As today was partner day, I already booked my sessions on the day they were released. I know how quickly these sessions fill, and I didn’t want the hassle of queuing up outside and hoping that I would get in. The first session was around what’s new in Virtual SAN. There have been a lot of press inches given to the hyper converged storage market in the last year, and I’ve really tried to blank them out. Now the FUD seems to have calmed down, it’s good to be able to take a dispassionate look at all the different offerings out there, as they all have something to give.

My first session was with Simon Todd and was titled VMware Virtual SAN Architecture Deep Dive for Partners. 

It was interesting to note the strong numbers of customer deploying VSAN. There was a mention of 3,000 globally, which isn’t bad for a product that you could argue has only just reached a major stage of maturity. There was the usual gratuitous customer logo slide, one of which was of interest to me. United Utilities deal with water related things in the north west, and they’re a major VSAN customer.

There were other technical notes, such as VSAN being an object based file system, not a distributed one. One customer has 14PB of storage over 64 nodes, and the limitation to further scaling out that cluster is a vSphere related one, rather than a VSAN related one.

One interesting topic of discussion was whether or not to use passthrough mode for the physical disks. What this boils down to is the amount of intelligence VSAN can gather from the disks if they are in passthrough mode. Basically, there can be a lot of ‘dialog’ between the disks and VSAN if there isn’t a controller in the way. I have set it up on IBM kit in our lab at work, and I had to set it to RAID0 as I couldn’t work out how to set it to passthrough. Looks like I’ll have to go back to that one! To be honest, I wasn’t getting the performance I expected, and that looks like it’s down to me.

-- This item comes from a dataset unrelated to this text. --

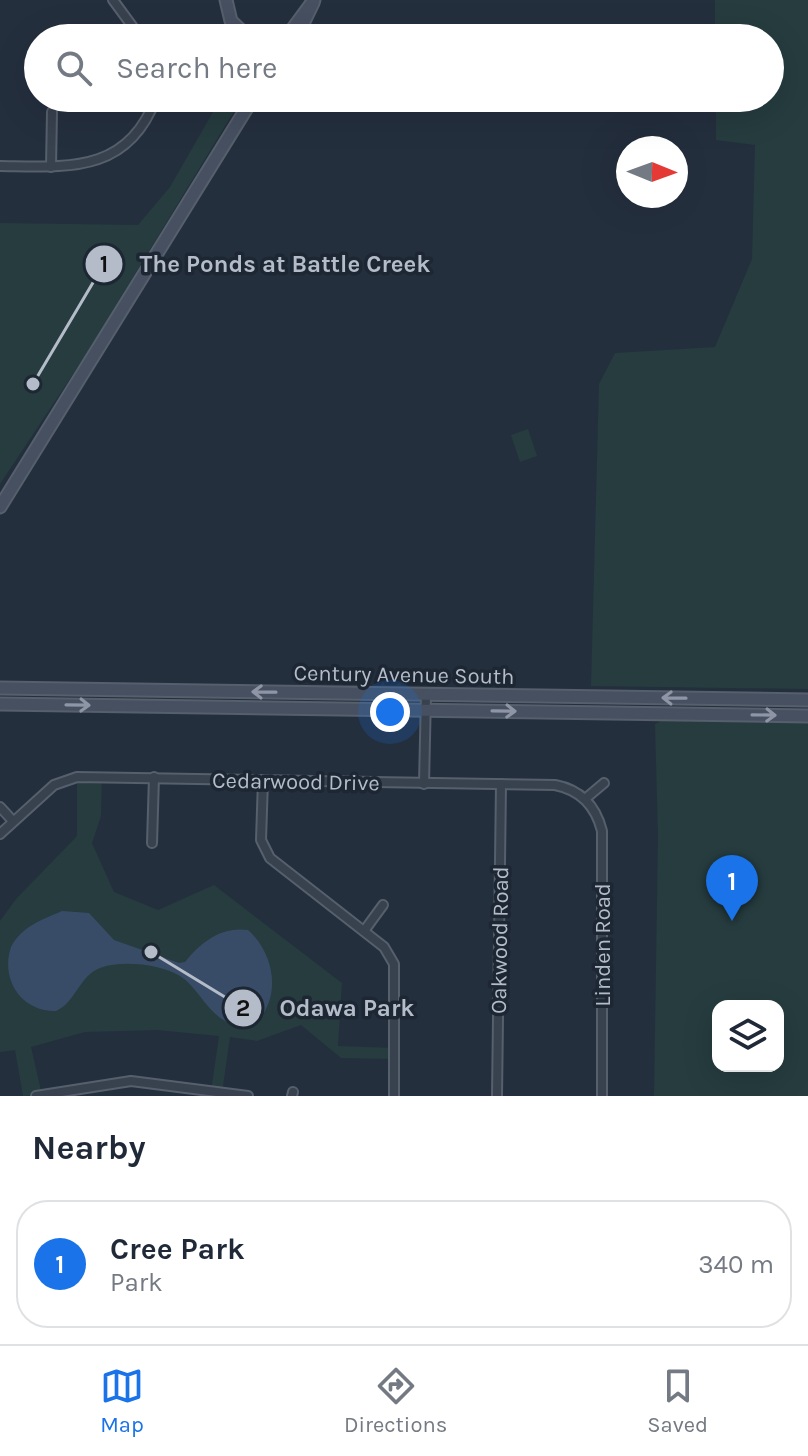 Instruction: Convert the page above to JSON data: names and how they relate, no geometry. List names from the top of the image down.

VSAN under the covers seems a lot more complex than I thought, so I really need to have a good read of the docs before I go ahead and rebuild our labs.

There was also an interesting thread on troubleshooting. There are two fault types in VSAN – degraded and absent. Degraded state is when (for example) an SSD is wearing out, and while it will still work for a period of time, performance will inevitably suffer and the part will ultimately go bang. Absent state is where a temporary event has occured, with the expectation that this state will be recovered from quickly. Examples of this include a host (maintenance mode) or network connection down and this affects how the VSAN cluster behaves.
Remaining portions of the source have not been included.